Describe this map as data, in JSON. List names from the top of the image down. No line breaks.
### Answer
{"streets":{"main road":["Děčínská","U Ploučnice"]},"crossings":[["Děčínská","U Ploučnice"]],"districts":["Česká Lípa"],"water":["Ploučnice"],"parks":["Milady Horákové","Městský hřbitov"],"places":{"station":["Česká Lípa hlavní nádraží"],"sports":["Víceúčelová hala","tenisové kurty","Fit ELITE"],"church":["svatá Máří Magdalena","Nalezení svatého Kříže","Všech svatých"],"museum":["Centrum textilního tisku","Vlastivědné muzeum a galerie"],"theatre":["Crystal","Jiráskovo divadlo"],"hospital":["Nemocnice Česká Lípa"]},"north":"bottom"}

*Task details:*
Transcribe the listing so that each line matches exactly.

*Answer for the task:*
Describe this map as data, in JSON. List names from the top of the image down. No line breaks.
### Answer
{"streets":{"main road":["Děčínská","U Ploučnice"]},"crossings":[["Děčínská","U Ploučnice"]],"districts":["Česká Lípa"],"water":["Ploučnice"],"parks":["Milady Horákové","Městský hřbitov"],"places":{"station":["Česká Lípa hlavní nádraží"],"sports":["Víceúčelová hala","tenisové kurty","Fit ELITE"],"church":["svatá Máří Magdalena","Nalezení svatého Kříže","Všech svatých"],"museum":["Centrum textilního tisku","Vlastivědné muzeum a galerie"],"theatre":["Crystal","Jiráskovo divadlo"],"hospital":["Nemocnice Česká Lípa"]},"north":"bottom"}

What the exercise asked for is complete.